Laurana se inclinó sobre el libro abierto, una frase le saltó a la vista: «Únicamente la acción que toca el orden de un sistema pone al ser humano ante la cruda luz de las leyes», y ampliando la visión de la página, como si abriera un diafragma, sin recorrer las líneas, reconoció el lugar del pasaje, el contexto: el escritor habla de Camus, de El extranjero. «¡El orden de un sistema! ¿Y dónde está aquí el sistema? ¿Lo ha habido, lo habrá algún día? Ser extranjero, en la verdad o en la culpa, y a la vez en la verdad y en la culpa, es un lujo que podemos permitirnos cuando existe el orden de un sistema. Pero si consideramos sistema ése en el que el pobre Roscio ha desaparecido, entonces el ser humano es más extranjero en el papel de verdugo que en el de condenado; está más en la verdad cuando guillotina y menos cuando es guillotinado.»

Se había puesto a buscar también la señora: estaba acuclillada ante el cajón más bajo del escritorio, inmersa en un haz de luz y de sombra: como desnuda, la cara misteriosamente oculta por la oscura mata de pelo. Los pensamientos de Laurana se disolvieron al negro sol del deseo.

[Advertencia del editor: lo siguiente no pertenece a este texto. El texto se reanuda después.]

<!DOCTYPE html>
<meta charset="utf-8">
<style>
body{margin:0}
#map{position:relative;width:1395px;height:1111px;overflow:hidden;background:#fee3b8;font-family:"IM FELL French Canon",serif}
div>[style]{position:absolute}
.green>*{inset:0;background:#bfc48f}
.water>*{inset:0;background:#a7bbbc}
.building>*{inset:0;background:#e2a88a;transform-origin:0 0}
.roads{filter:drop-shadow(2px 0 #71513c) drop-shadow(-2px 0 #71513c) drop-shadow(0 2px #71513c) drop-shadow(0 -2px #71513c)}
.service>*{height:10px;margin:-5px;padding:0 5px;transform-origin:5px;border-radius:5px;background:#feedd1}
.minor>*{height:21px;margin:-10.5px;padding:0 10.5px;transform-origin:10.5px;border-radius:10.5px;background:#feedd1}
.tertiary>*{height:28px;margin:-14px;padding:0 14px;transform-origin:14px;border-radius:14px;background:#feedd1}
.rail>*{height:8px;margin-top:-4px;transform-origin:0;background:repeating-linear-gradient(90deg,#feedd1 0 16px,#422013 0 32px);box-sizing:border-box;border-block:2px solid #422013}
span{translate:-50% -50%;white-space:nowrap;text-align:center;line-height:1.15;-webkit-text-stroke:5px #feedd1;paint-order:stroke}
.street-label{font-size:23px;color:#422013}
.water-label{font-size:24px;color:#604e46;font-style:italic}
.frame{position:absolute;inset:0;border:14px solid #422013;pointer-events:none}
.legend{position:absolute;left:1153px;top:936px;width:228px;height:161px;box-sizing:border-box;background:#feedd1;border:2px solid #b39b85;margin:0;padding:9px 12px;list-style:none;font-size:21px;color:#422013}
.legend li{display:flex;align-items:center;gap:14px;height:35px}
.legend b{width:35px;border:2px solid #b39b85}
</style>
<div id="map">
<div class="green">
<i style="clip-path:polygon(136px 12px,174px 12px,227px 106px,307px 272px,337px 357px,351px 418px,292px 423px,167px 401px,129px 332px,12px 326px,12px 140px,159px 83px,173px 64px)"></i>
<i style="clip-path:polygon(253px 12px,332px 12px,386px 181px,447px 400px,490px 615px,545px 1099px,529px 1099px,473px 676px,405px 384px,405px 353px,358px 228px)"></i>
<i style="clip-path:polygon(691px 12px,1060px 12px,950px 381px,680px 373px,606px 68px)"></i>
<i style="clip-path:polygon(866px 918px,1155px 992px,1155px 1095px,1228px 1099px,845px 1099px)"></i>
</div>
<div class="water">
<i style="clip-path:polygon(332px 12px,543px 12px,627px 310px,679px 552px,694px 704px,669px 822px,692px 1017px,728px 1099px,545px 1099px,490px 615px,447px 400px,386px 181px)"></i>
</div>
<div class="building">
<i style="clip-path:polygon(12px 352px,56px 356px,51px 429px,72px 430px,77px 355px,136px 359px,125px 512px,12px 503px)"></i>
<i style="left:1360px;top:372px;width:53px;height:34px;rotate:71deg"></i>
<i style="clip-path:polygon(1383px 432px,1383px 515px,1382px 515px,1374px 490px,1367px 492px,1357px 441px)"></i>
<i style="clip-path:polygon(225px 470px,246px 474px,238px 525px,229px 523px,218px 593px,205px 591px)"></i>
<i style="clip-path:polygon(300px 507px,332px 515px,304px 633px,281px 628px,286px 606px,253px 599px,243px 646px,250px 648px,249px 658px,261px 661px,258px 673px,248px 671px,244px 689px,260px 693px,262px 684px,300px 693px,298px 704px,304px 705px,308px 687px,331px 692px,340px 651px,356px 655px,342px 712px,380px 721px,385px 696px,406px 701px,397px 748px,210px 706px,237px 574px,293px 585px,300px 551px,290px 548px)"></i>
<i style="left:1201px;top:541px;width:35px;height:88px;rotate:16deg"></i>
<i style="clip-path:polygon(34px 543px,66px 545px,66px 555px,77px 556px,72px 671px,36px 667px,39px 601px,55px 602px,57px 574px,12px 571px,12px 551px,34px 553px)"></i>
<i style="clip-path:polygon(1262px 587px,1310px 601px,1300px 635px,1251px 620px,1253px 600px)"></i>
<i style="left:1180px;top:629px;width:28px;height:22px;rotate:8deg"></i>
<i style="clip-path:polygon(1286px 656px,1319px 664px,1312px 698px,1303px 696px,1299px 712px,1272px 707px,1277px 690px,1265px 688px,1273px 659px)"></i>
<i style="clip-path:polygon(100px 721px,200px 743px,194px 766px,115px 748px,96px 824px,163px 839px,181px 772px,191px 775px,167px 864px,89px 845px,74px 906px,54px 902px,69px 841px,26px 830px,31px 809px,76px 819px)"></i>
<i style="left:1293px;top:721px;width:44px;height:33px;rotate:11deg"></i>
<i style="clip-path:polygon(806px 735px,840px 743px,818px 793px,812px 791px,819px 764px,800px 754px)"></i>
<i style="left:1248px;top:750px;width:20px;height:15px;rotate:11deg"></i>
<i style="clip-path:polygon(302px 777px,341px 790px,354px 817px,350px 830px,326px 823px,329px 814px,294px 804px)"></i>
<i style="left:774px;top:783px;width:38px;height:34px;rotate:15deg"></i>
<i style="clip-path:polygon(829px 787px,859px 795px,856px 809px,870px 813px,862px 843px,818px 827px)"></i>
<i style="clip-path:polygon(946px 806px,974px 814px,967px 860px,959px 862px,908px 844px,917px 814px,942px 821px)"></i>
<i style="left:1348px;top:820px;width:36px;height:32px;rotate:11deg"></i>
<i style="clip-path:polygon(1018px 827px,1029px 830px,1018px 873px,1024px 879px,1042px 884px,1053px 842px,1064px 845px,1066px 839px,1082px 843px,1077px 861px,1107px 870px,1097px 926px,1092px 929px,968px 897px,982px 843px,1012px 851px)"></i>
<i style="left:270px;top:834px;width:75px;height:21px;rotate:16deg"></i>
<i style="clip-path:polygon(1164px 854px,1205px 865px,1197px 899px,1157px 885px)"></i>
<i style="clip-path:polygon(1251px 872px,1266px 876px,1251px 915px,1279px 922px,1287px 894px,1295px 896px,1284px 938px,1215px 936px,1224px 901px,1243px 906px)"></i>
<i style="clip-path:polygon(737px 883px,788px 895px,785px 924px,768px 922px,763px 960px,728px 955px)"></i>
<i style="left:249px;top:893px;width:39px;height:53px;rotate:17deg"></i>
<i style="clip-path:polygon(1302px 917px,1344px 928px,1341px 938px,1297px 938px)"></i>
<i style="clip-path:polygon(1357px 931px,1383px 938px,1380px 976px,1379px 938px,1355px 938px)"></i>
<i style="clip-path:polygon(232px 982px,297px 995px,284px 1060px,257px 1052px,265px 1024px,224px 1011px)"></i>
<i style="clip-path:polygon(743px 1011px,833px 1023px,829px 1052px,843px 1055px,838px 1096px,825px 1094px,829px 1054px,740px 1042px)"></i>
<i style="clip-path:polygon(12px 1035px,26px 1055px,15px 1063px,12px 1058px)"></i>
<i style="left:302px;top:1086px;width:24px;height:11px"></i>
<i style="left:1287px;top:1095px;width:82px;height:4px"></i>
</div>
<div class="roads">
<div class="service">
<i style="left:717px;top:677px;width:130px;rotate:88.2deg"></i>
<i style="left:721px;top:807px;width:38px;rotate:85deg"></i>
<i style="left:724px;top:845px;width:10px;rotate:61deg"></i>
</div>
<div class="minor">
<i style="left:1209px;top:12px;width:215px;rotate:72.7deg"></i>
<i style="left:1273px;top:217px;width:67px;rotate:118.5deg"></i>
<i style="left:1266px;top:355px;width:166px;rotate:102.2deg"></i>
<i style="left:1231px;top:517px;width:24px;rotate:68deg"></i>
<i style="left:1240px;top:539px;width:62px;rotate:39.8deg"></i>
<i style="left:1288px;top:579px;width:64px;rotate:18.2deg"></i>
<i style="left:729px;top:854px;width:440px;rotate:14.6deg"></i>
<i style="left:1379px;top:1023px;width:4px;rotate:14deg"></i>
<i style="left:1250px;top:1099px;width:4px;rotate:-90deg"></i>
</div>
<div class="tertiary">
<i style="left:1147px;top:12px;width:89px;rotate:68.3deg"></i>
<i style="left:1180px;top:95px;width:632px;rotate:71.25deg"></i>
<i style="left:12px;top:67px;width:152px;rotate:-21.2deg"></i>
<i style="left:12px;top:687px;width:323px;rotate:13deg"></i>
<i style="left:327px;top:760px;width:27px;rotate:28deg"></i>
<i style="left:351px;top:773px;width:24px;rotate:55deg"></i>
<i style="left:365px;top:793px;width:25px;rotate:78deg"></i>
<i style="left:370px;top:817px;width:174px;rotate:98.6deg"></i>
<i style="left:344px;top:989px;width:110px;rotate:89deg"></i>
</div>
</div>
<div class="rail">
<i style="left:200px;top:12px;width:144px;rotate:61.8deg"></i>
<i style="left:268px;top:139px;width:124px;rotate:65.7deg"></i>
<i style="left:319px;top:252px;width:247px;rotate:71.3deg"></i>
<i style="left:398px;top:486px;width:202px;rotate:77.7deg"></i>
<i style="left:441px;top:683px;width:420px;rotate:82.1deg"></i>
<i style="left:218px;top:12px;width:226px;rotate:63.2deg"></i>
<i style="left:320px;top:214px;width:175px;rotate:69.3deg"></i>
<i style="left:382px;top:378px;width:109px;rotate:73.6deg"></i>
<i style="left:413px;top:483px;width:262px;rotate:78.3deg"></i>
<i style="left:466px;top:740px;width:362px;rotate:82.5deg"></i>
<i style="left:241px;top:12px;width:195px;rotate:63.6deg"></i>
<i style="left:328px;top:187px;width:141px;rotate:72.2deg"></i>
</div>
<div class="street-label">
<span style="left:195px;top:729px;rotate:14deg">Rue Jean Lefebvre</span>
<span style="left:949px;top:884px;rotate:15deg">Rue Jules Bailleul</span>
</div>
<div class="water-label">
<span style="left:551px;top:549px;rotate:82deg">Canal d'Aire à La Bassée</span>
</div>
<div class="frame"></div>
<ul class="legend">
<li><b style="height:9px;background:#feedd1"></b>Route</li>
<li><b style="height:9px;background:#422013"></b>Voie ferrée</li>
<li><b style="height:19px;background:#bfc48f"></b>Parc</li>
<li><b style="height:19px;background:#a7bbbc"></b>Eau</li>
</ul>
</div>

La señora cerró el cajón, se levantó ligera, como en un paso de baile.

—Nada —dijo, pero sin decepción, como si hubiera buscado solamente por dar gusto al primo.

—Nada —dijo también Rosello en el mismo tono, ordenando los últimos papeles.

—A lo mejor tenía caja fuerte en el banco —dijo Laurana.

—Eso estaba yo pensando —dijo Rosello—, mañana intentaré averiguarlo.

—Imposible: él sabía que aquí nadie tocaba sus cosas, sus libros, sus papeles; ni siquiera yo… Era muy meticuloso —dijo la señora, en un tono que dejaba traslucir que ella no lo era.

—Desde luego es un misterio —dijo Rosello.

—Pero no creerás que lo del diputado comunista, los documentos, tiene que ver con su muerte, ¿no? —le preguntó la prima.

—Ni por pienso. —Y dirigiéndose a Laurana—: ¿Tú qué crees?

—Cualquiera sabe.

—Oh —dijo la señora, casi con un grito—. Entonces, ¿piensa usted…?

—No, yo no pienso nada… Pero a estas alturas, con la policía siguiendo la pista de unas aventuras galantes del farmacéutico que no existen, cualquier hipótesis vale.

—¿Y el anónimo? ¿El anónimo que recibió el farmacéutico amenazándolo? ¿Cómo se explica? —preguntó Rosello.

—Eso, ¿cómo se explica? —apremió la señora.

—Se explica —dijo Laurana— por la astucia de los asesinos: el farmacéutico como blanco falso, como tapadera…

—¿De verdad lo cree? —preguntó la señora, con estupor, con angustia.

—No, no lo creo.

La señora pareció aliviada. «Se ha aferrado a la idea de que su marido murió por culpa del farmacéutico y piensa que cualquier otra hipótesis empaña su memoria, su culto», se dijo Laurana. Y se reprochó haberla preocupado con aquella hipótesis suya que, en verdad, no creía tan infundada.